The Battle for Texas (Part I)
The results on November 4th were not what Democrats had
hoped for, and as a result, there are many assessments of Wendy Davis’ campaign
and the efforts of Battleground Texas that assign blame for the poor showing (see this , this , this or this ). That is not the purpose of this post. I want to move forward—to indicate what
might be different about 2018. In Part I, I will assess what happened in 2014.
First, what was the composition of the electorate and which
gubernatorial candidate did each category favor? From the exit poll, we get a
good idea of who voted and for whom they voted.
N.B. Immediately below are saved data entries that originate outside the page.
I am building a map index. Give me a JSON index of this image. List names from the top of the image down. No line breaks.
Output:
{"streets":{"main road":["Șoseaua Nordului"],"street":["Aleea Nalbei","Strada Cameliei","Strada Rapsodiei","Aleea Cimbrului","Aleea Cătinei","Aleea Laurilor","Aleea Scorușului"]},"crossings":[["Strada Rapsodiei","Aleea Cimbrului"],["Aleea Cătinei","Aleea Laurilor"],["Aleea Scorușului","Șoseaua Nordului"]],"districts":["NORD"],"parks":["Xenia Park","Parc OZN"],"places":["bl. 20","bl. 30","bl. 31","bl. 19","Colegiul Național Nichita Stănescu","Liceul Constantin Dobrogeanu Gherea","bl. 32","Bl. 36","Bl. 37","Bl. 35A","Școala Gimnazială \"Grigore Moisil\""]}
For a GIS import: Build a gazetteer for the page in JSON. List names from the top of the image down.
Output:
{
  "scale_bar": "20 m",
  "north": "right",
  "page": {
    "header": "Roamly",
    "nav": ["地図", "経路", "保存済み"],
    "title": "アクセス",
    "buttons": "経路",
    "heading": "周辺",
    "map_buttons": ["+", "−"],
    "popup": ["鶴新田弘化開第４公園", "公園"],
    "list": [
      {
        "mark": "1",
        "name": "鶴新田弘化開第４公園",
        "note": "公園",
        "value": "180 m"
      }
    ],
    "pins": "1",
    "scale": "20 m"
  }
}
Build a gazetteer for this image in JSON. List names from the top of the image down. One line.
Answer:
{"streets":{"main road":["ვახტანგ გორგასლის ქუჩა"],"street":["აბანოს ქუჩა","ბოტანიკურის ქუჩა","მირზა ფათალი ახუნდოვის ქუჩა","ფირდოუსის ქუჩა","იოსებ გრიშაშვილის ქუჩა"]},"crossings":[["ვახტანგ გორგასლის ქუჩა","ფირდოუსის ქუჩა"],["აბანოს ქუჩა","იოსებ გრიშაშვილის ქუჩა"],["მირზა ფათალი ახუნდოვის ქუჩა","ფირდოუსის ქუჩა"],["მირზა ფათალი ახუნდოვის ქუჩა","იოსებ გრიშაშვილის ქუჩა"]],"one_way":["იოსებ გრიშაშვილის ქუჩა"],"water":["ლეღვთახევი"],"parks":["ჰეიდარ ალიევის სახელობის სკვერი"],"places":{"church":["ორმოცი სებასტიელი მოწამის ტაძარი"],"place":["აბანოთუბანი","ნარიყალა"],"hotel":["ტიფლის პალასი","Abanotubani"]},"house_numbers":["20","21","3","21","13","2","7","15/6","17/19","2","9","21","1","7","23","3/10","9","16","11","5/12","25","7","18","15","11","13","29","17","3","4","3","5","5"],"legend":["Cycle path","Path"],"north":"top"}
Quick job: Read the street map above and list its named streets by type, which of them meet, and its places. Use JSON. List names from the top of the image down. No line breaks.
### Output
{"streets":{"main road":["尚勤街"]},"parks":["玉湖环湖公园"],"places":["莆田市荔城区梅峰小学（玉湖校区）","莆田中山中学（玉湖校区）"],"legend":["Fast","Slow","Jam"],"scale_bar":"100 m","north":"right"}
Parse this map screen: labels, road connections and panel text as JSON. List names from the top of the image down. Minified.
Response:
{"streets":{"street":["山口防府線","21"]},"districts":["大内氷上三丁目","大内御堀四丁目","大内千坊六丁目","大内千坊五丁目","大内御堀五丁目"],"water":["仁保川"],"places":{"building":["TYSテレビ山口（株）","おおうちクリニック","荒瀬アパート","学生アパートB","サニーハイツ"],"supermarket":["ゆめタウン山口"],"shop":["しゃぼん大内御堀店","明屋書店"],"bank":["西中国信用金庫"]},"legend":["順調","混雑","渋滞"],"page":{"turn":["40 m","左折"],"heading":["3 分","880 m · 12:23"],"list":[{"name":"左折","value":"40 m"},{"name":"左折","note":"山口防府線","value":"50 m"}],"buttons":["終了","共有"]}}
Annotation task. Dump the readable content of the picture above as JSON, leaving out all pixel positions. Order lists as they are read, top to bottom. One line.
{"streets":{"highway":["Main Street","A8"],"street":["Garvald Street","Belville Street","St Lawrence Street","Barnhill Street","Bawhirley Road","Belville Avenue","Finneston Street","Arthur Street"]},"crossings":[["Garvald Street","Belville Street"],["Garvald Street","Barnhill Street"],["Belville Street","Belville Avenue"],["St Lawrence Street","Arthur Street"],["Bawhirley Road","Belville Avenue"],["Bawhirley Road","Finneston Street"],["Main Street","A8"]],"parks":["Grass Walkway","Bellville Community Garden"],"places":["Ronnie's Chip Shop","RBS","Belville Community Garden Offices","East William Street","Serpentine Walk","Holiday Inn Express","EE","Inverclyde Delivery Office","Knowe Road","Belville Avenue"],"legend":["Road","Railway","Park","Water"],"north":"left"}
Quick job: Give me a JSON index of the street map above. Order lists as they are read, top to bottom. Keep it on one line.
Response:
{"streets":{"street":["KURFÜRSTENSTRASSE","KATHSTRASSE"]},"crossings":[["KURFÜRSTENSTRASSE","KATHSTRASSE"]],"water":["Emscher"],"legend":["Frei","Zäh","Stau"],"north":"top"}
So here are the salient data.
Females were more prominent among voters than males, but the
expectation that Wendy Davis would do better than Republican Greg Abbott was
incorrect: Abbott received 54 percent of the female vote, and Davis received 45
percent. A closer examination of the vote by gender reveals Davis’ strengths as
well as her weaknesses. First, Davis did best among African American women (7
percent of the electorate), winning 94 percent to Abbott’s 5 percent. Among
Hispanic women (9 percent of the electorate), Davis bested Abbott 66 percent to
Abbott’s 39 percent. Among Anglo women (33 percent of the electorate), Abbott won
66 percent to Davis’ 31 percent. Second, Davis won women who were not married
(19 percent of the electorate) with 57 percent to Abbott’s 42 percent. However,
Davis lost married women (33 percent of the electorate) with 36 percent of the
vote to Abbott’s 62 percent. Third, Abbott won Republican women (19 percent of
the electorate) with 95 percent of the vote as well as independent women (14
percent of the electorate) with 57 percent of the vote. Clearly, Anglo women
and married women presented a challenge to Davis’ hope of victory. Furthermore,
whereas Davis expected to do well among independent women, she lost them badly.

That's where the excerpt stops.